> [Task requirements]: Report how many lines in the entries below hold the word "halo". Your answer is that number alone.

>>>

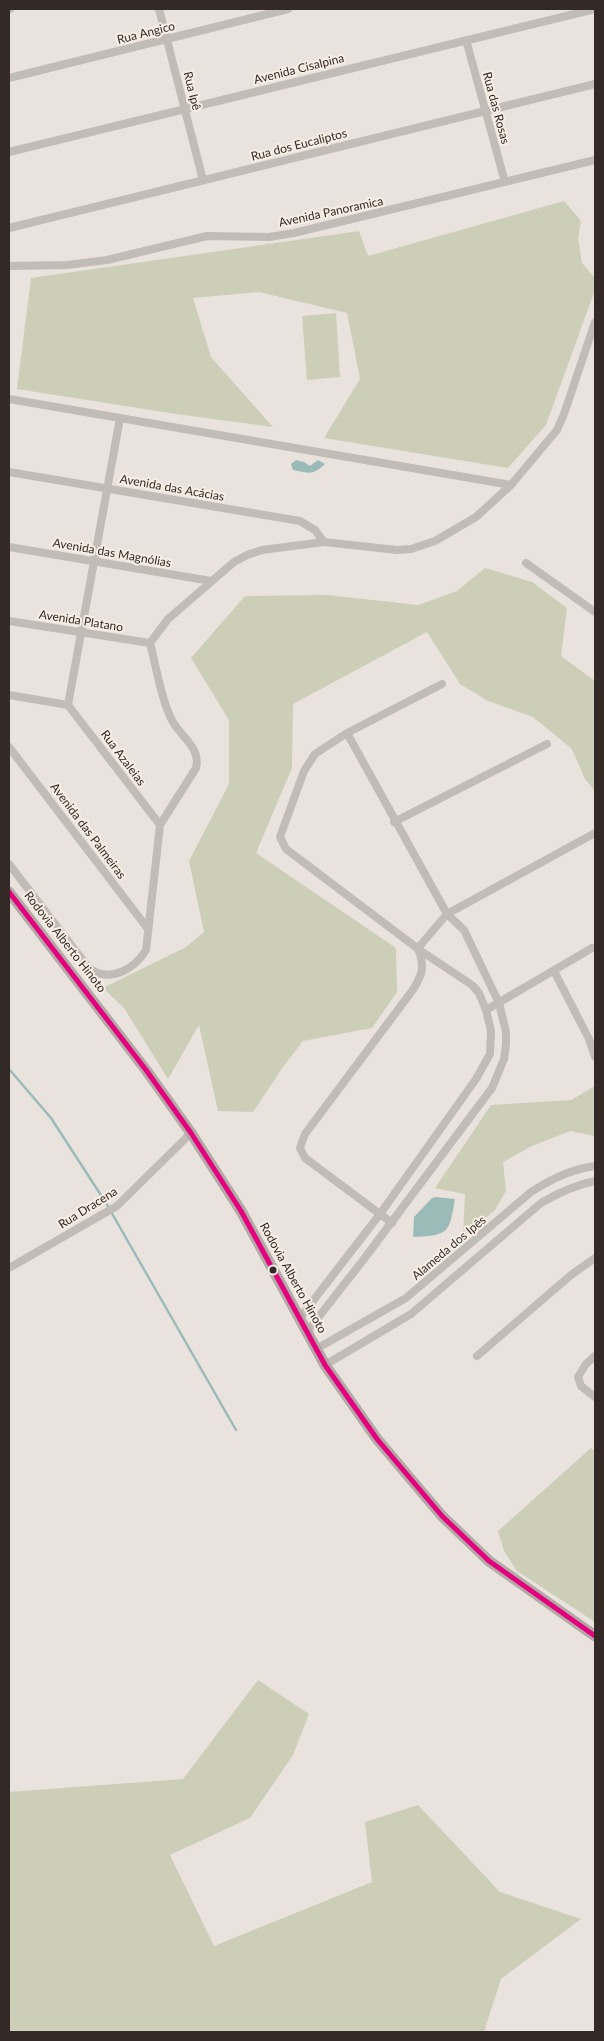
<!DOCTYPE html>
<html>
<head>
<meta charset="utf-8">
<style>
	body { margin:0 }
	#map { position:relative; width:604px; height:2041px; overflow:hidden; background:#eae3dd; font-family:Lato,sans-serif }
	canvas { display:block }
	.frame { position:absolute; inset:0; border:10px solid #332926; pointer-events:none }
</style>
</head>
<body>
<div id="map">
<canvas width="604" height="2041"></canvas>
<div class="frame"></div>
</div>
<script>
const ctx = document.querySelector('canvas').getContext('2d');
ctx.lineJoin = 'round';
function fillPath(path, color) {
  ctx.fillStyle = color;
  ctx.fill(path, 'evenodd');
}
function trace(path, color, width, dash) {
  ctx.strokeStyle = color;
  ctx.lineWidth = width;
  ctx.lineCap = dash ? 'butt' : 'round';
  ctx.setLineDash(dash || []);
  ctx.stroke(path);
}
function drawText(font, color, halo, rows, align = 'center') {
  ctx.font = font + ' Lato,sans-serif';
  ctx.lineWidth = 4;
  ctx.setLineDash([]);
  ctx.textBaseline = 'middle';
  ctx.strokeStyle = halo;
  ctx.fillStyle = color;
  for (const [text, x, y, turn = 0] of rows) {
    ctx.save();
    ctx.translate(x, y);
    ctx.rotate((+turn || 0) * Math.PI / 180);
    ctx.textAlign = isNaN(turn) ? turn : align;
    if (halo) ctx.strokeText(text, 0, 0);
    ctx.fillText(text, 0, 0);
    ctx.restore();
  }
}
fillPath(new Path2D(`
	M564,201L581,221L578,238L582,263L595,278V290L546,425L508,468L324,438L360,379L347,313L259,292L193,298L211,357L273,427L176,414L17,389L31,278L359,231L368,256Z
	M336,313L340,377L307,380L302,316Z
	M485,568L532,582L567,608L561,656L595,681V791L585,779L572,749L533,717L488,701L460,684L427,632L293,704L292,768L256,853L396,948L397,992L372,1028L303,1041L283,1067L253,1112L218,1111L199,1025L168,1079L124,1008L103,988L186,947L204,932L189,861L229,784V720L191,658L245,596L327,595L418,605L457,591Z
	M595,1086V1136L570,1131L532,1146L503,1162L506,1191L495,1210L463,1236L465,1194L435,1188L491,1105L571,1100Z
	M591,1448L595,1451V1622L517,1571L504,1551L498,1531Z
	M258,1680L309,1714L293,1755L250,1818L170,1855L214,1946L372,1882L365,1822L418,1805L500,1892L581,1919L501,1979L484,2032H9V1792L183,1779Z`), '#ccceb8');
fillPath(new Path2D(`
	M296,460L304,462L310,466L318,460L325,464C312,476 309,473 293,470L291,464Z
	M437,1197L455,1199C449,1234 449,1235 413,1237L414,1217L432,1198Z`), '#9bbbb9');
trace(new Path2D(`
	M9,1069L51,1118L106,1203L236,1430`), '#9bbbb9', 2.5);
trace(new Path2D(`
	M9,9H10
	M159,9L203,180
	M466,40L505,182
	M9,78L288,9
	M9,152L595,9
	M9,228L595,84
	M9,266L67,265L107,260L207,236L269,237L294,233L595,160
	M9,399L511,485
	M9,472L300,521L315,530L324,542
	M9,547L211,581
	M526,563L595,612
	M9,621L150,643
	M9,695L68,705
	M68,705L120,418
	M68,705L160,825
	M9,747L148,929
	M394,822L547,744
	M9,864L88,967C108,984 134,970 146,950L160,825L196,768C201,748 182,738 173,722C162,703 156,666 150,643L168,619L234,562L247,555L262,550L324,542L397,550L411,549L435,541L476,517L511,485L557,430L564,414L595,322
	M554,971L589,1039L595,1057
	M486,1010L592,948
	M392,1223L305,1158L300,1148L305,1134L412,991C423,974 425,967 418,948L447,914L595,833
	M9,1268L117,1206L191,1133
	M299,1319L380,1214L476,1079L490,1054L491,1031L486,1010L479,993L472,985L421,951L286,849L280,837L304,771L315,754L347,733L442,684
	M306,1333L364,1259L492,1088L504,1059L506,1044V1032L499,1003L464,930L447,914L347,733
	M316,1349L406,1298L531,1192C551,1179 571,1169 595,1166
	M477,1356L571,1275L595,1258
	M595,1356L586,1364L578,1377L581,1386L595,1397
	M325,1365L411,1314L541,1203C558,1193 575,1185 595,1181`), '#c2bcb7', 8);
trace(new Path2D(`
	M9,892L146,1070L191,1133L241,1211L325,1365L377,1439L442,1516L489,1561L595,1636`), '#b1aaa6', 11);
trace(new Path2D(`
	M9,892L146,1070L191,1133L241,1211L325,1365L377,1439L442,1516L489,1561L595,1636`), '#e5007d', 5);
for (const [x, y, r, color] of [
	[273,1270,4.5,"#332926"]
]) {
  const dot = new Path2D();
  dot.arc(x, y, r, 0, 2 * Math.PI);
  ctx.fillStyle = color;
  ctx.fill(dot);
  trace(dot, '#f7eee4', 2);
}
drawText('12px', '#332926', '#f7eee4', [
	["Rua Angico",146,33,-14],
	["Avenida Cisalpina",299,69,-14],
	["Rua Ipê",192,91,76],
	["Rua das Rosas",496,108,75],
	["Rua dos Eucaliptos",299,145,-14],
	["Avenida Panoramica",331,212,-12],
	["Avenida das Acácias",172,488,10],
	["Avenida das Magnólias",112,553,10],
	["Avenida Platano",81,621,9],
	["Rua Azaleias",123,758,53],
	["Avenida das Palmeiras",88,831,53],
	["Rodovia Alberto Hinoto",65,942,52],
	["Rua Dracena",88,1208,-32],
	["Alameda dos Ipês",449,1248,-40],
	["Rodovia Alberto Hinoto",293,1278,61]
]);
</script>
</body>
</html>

<<<

> [Written solution]: 3